-- What you are asked to do --
Scan the listing below for the word "canvas" and copy every line where it occurs.

-- Entries supplied --
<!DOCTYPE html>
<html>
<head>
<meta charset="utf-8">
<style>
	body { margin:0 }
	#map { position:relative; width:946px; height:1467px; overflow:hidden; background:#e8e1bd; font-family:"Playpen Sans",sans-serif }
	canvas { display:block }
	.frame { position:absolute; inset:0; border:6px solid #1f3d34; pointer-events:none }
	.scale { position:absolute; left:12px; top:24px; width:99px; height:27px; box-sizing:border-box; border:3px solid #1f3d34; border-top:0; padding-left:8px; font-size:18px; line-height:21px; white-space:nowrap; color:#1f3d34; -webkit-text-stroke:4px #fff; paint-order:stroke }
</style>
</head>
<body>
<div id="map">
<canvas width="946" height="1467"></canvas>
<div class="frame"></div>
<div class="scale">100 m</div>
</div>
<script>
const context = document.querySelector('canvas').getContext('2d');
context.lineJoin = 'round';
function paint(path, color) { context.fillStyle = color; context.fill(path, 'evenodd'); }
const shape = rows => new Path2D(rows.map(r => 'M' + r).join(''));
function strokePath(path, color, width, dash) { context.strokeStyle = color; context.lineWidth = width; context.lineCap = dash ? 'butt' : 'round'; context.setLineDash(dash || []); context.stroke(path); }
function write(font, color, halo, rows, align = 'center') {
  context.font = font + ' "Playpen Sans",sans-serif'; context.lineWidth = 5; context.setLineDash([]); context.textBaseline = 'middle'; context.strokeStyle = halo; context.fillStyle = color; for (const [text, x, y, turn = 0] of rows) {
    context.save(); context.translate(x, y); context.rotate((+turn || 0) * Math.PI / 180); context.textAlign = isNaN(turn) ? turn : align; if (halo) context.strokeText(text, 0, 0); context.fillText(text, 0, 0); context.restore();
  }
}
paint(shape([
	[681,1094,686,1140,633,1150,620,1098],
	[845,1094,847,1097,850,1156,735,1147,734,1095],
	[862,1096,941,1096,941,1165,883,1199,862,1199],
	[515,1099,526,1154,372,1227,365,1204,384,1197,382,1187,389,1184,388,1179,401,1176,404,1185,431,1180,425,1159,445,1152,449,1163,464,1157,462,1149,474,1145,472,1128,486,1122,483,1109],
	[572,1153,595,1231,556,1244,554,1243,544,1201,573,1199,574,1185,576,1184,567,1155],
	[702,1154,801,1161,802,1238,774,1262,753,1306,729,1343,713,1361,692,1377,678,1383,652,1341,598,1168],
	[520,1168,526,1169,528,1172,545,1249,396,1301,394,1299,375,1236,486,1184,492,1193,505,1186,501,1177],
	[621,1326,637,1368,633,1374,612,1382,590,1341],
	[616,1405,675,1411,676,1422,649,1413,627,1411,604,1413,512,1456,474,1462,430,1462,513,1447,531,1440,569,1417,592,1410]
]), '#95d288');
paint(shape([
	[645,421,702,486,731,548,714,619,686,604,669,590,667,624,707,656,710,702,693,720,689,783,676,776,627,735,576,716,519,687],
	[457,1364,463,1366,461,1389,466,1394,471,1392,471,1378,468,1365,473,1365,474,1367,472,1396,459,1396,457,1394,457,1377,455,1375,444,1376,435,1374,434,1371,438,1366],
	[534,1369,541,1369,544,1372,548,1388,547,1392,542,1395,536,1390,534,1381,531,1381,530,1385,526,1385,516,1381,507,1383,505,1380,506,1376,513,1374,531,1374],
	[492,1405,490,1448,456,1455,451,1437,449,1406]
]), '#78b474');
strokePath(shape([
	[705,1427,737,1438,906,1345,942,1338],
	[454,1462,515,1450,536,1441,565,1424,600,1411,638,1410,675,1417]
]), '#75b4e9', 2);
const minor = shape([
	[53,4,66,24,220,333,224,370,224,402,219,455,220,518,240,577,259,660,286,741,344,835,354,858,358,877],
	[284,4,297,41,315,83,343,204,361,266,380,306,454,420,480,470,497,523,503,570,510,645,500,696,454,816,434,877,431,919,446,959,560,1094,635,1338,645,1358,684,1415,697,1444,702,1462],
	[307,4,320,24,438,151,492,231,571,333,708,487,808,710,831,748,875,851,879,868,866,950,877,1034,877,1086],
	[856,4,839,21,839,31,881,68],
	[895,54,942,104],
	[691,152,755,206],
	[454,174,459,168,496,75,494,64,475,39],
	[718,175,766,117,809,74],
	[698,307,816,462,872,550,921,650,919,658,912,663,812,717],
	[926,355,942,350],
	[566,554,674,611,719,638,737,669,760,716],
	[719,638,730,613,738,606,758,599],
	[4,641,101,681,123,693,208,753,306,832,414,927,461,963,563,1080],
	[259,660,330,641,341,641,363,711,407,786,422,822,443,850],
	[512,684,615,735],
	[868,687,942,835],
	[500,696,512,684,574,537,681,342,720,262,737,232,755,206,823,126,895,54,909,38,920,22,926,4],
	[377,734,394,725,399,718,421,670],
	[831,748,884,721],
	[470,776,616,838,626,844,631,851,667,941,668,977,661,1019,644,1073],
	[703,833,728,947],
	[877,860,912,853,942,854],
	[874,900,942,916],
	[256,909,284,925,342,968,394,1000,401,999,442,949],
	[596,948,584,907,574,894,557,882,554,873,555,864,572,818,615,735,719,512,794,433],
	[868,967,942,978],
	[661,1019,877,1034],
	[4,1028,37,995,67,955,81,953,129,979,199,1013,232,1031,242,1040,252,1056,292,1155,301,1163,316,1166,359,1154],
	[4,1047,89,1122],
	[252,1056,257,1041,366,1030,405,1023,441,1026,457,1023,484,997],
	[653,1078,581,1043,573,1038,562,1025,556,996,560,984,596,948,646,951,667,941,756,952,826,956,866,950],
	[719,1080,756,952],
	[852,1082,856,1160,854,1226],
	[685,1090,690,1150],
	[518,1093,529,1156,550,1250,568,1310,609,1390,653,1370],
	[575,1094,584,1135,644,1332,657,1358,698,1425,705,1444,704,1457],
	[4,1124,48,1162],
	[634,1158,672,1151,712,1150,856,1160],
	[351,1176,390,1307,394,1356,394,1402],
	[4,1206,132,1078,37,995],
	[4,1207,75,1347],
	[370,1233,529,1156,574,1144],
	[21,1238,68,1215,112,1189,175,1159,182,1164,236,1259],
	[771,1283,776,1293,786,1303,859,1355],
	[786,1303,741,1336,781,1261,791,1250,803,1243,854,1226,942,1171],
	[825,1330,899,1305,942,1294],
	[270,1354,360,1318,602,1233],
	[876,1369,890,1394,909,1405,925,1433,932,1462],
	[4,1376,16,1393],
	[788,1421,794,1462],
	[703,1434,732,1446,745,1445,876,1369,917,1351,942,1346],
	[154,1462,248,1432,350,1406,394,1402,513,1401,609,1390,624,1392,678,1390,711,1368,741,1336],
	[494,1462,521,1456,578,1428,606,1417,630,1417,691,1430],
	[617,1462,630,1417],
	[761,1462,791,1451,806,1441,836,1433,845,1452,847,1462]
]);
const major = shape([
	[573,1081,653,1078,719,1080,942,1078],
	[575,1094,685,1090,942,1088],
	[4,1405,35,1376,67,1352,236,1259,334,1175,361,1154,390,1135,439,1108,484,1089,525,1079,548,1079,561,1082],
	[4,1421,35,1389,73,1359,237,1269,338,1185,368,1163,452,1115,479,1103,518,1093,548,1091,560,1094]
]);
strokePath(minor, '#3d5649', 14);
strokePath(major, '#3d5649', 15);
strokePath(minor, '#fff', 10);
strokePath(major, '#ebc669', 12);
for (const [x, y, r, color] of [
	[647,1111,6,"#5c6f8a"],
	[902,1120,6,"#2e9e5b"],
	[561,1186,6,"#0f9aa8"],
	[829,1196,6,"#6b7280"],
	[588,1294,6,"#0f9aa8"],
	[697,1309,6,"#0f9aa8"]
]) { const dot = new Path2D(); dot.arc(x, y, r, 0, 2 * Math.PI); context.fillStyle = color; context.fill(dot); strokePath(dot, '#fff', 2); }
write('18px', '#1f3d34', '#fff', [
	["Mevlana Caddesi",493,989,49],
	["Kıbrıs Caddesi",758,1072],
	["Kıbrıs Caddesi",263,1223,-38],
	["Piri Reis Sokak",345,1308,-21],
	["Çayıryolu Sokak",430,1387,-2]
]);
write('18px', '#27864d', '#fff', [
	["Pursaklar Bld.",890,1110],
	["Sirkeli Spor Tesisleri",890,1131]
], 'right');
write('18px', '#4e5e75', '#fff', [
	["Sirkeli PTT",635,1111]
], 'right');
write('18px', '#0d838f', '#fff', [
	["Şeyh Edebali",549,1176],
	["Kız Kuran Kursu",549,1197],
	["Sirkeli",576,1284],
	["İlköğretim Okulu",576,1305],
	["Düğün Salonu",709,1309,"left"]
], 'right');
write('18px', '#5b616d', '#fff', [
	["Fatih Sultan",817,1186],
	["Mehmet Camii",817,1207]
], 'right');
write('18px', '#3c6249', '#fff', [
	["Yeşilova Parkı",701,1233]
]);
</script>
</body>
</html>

-- Result of this exercise --
	canvas { display:block }
<canvas width="946" height="1467"></canvas>
const context = document.querySelector('canvas').getContext('2d');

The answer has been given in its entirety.